Se dei 155 costituenti 48 sono indipendenti (di cui 11 vicini però al centro socialdemocratico), 37 appartenenti alla destra o all’estrema destra, 28 al blocco composto dal Partito comunista e dal Frente Amplio, 25 alla ex Concertación e 17 ai popoli indigeni, non è da escludere che un’alleanza, almeno su alcuni punti, tra le forze tradizionali di destra e di centrosinistra e gli indipendenti moderati finisca per condurre a un cambiamento in perfetto stile gattopardesco.

Che l’essenza capitalista dell’attuale Costituzione rischi di restare intatta lo prevede lo stesso «Accordo per la pace» del 15 novembre 2019 con cui le forze politiche tradizionali (con l’astensione del Partito comunista) avevano tentato di canalizzare la protesta sacrificando, sì, la Carta di Pinochet, ma fissando paletti ben precisi, come il contestatissimo quorum dei due terzi o l’altrettanto problematico divieto di modificare i trattati internazionali. Ossia proprio quelli che hanno assicurato buona parte del saccheggio portato avanti negli ultimi 30 anni.

E lo ha ribadito lo stesso presidente Piñera firmando il decreto di convocazione della sessione inaugurale: ha escluso categoricamente che si possano riconoscere alla Convenzione «l’esercizio della sovranità o altri attributi che non le siano stati esplicitamente conferiti».

È infatti proprio sul rispetto delle regole imposte dall’accordo che si acceso il dibattito nelle ultime settimane, soprattutto dopo la lettera con cui l’8 giugno i 34 costituenti della neonata “Vocería del Pueblo” – un’istanza costituita da indipendenti e rappresentanti indigeni decisi a promuovere un processo costituente participativo, inclusivo, plurinazionale, decentrato, rispettoso della natura e senza tutele – hanno rivendicato il carattere sovrano della Convenzione, invitando a superare i paletti imposti in precedenza da uno screditatissimo Congresso.

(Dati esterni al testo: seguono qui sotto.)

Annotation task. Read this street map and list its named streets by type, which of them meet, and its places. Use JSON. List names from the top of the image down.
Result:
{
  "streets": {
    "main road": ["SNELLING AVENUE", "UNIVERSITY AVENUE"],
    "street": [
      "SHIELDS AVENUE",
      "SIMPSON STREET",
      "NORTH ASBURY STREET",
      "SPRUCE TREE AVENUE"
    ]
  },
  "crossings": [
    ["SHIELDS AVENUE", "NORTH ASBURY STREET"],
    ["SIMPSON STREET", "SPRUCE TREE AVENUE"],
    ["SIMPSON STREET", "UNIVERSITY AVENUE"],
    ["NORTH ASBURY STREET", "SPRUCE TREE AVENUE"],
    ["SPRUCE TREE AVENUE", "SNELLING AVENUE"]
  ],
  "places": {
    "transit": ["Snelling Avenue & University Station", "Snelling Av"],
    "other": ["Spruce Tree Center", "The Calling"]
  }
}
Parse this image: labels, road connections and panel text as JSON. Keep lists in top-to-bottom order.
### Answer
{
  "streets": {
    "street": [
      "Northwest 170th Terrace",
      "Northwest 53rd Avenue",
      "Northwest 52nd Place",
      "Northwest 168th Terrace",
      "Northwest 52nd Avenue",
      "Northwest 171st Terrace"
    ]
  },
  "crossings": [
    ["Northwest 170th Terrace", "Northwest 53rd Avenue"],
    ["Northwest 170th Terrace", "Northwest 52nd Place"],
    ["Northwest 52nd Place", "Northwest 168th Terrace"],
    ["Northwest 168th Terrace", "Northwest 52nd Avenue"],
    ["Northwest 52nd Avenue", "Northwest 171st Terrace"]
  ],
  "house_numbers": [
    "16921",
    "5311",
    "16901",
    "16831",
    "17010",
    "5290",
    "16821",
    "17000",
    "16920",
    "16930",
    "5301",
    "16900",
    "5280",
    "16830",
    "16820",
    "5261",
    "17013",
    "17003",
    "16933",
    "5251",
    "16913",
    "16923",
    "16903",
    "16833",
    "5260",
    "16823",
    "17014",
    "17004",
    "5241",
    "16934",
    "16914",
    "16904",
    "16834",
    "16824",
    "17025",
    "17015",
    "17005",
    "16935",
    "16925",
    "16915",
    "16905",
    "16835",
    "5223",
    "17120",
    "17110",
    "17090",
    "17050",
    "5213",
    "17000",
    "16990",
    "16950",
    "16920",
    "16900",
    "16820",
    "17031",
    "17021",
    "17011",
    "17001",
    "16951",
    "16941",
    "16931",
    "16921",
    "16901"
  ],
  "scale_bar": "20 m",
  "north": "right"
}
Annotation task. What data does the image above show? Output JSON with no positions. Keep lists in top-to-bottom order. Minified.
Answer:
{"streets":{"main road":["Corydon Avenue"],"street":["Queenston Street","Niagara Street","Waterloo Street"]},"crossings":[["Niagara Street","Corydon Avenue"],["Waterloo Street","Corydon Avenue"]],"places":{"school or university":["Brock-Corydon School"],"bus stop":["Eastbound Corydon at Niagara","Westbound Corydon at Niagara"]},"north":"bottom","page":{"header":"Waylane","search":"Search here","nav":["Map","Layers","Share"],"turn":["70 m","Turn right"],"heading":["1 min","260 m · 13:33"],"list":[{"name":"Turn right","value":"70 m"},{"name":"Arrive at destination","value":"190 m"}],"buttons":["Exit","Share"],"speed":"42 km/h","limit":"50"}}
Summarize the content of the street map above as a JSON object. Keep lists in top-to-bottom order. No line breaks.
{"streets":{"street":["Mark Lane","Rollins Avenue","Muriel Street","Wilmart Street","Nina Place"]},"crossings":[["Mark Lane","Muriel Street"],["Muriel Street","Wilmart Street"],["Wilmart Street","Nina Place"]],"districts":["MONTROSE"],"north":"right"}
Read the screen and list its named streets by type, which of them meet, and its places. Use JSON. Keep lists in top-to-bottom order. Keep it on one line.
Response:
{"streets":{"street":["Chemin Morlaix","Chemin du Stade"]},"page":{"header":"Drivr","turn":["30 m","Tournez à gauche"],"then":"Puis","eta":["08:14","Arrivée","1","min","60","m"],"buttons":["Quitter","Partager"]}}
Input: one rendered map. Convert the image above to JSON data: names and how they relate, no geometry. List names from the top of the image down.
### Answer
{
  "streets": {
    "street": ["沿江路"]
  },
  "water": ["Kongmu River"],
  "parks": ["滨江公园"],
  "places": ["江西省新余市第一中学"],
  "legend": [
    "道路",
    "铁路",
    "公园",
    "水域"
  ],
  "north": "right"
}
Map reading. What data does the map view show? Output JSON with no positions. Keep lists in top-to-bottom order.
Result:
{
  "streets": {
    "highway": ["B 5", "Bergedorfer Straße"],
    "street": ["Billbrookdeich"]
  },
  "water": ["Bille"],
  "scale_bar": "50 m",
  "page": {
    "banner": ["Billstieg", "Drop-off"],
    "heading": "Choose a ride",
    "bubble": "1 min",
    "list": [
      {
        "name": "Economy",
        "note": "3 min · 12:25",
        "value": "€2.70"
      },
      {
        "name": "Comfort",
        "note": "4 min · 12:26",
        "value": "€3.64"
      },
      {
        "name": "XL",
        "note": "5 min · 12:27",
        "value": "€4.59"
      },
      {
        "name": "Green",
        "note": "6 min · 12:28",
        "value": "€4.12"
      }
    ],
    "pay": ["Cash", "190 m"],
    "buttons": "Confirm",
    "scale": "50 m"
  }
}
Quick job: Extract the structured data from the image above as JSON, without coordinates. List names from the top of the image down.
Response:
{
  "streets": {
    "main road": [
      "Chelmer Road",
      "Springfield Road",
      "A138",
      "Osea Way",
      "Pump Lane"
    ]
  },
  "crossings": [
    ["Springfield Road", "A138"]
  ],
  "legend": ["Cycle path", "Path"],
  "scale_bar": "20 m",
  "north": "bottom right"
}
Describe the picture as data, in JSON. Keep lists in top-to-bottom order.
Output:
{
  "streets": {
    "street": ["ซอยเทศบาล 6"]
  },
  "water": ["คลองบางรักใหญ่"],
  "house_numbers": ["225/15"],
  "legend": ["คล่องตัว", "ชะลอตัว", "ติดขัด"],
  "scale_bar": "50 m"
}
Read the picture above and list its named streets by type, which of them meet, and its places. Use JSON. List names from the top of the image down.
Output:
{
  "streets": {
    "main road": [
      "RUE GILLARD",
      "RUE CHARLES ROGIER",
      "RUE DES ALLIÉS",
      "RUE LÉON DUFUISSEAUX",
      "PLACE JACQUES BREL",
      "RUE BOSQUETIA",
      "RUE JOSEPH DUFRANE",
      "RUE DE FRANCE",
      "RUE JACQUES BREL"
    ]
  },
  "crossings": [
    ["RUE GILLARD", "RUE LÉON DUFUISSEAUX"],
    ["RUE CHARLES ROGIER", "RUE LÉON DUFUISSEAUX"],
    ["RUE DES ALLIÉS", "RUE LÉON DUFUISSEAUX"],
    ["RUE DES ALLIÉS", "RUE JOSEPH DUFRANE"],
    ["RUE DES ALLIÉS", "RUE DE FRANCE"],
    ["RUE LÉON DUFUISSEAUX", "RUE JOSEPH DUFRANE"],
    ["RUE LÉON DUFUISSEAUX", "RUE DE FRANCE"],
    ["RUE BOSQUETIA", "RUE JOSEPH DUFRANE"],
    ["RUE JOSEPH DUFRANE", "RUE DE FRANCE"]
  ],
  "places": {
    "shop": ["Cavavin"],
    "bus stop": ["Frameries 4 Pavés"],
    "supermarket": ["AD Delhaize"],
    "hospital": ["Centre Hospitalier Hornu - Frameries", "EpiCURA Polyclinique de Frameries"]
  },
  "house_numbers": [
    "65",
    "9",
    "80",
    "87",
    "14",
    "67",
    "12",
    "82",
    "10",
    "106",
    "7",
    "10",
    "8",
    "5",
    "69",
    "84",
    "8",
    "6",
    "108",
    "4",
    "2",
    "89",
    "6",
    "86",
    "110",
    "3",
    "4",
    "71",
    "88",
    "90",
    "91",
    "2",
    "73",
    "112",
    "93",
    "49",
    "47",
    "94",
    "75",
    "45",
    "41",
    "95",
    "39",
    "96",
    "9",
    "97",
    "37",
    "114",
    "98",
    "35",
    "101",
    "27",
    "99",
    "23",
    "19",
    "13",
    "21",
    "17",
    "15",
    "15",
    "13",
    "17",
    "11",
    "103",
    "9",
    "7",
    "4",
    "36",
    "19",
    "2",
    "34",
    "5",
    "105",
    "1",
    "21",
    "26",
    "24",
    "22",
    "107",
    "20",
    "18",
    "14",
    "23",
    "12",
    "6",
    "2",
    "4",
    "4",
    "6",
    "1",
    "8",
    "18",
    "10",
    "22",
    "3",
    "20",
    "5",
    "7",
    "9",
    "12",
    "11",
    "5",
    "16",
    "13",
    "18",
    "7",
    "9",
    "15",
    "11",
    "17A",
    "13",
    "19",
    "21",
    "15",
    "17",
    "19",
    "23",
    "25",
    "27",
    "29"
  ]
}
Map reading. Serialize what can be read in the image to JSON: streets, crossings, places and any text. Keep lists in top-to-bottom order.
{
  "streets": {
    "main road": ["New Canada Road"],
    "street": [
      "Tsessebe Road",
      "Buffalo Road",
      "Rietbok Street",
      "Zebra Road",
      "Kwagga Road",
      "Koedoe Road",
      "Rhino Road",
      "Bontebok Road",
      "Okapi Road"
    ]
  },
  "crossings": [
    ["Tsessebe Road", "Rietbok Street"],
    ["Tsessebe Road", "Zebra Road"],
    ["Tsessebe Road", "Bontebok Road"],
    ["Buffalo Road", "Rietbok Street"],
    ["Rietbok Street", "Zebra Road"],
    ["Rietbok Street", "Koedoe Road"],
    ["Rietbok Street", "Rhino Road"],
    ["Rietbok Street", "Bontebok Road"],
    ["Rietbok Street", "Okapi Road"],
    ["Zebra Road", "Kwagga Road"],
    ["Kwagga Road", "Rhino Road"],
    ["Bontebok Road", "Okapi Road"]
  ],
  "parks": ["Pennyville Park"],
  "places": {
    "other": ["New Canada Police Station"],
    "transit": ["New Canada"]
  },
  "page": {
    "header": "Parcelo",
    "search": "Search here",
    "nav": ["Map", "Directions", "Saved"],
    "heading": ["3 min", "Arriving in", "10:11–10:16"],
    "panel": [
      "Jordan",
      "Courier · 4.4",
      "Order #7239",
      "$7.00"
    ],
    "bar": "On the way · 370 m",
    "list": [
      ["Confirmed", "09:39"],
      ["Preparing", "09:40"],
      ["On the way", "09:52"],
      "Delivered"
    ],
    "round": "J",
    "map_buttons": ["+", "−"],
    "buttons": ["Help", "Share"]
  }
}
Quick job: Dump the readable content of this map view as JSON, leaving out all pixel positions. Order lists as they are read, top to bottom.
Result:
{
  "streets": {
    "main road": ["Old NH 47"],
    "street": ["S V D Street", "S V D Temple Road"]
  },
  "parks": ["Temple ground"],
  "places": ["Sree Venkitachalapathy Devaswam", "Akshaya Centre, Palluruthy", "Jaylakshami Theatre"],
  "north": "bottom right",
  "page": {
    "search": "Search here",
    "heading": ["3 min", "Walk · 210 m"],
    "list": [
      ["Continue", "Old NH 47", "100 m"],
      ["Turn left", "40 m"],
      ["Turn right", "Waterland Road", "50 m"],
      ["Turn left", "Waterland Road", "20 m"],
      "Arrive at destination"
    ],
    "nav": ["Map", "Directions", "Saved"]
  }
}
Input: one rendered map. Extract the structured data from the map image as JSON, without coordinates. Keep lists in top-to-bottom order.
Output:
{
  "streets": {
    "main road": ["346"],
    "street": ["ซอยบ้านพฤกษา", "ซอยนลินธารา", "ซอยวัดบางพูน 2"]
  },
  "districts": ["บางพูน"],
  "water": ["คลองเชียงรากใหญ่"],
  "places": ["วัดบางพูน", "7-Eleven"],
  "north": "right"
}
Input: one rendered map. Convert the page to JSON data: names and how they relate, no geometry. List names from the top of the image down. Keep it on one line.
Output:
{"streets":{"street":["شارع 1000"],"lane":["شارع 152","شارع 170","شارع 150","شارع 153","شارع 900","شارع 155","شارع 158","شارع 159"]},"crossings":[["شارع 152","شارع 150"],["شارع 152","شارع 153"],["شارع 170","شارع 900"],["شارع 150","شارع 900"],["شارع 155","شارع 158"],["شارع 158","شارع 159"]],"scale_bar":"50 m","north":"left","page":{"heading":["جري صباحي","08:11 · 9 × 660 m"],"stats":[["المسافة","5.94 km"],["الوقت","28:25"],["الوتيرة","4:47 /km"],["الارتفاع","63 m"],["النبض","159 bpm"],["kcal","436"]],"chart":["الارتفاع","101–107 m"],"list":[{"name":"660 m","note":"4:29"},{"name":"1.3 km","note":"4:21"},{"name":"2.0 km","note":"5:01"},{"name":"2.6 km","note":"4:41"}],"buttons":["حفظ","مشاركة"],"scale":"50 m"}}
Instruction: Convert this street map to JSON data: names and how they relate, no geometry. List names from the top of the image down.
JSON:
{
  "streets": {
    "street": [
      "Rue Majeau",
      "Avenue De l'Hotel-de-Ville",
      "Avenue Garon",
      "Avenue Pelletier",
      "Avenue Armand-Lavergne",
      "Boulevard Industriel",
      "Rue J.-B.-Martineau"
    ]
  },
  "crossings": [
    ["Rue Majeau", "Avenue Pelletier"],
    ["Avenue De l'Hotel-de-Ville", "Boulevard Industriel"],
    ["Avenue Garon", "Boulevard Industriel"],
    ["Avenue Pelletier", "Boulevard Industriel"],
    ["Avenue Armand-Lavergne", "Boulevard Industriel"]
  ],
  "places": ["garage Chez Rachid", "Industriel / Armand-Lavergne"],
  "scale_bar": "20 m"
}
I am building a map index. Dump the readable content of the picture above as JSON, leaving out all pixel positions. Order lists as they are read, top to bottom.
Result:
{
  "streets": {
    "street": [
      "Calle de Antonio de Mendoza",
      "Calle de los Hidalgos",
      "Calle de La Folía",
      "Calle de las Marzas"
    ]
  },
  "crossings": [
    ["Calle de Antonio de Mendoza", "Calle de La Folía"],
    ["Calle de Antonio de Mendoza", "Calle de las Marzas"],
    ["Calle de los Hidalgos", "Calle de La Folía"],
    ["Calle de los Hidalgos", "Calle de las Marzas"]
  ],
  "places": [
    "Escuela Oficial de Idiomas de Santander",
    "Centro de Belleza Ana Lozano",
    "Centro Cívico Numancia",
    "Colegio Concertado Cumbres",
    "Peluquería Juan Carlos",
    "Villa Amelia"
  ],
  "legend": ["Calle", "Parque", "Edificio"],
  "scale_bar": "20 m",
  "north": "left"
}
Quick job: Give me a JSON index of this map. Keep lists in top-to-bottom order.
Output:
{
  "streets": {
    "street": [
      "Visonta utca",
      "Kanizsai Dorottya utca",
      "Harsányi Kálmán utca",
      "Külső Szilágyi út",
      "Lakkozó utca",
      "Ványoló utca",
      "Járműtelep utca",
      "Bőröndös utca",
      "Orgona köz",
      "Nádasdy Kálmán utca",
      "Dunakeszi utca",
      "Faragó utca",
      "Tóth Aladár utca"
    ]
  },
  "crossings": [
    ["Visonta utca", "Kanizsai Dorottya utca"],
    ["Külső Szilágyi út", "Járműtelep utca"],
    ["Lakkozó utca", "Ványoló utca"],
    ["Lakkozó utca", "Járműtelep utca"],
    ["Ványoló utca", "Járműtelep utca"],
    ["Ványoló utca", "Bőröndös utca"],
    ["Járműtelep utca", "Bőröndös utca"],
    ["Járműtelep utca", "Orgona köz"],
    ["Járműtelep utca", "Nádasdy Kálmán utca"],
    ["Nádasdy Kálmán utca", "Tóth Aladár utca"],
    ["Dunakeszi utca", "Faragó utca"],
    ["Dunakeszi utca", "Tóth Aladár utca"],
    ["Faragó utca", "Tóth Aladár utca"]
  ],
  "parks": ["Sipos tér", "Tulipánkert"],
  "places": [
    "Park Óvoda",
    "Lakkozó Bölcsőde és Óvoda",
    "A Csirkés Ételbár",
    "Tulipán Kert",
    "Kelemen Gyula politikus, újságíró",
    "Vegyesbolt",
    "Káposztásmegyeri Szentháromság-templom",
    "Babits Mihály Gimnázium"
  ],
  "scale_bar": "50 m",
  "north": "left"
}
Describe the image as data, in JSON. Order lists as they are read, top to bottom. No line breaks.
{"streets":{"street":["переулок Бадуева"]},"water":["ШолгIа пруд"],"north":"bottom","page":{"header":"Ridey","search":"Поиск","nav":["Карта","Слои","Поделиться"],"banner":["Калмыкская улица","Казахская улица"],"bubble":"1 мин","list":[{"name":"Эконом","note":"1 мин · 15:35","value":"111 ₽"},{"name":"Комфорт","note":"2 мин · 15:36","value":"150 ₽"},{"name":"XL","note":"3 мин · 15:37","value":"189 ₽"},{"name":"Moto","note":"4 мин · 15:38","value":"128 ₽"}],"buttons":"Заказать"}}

Un’iniziativa, a cui si sono poi aggiunti altri sette costituenti, che ha suscitato reazioni isteriche all’interno del mondo politico, a dimostrazione di quanto sia alta la posta in gioco: la lettera, hanno tuonato le forze tradizionali, a cominciare da quelle di destra, è «incostituzionale», «illegale», addirittura «antidemocratica» e «totalitaria» e «tradisce la volontà» del popolo espressa nel plebiscito.

«È come dire agli elettori che sono stati ingannati, che queste regole non ci sono più», ha dichiarato il portavoce del governo Jaime Bellolio, sorvolando sul fatto che il popolo, almeno in grande maggioranza, aveva partecipato al plebiscito per la nuova costituzione non per adesione a regole imposte dall’alto, ma malgrado queste.

Nonostante tutto, è con forti aspettative che si aprono oggi, ufficialmente, i lavori della Convenzione che, dopo l’elezione della presidenza dell’organismo, avrà un anno di tempo per redigere una nuova Carta, il cui testo dovrà poi essere ratificato dalla popolazione attraverso un referendum.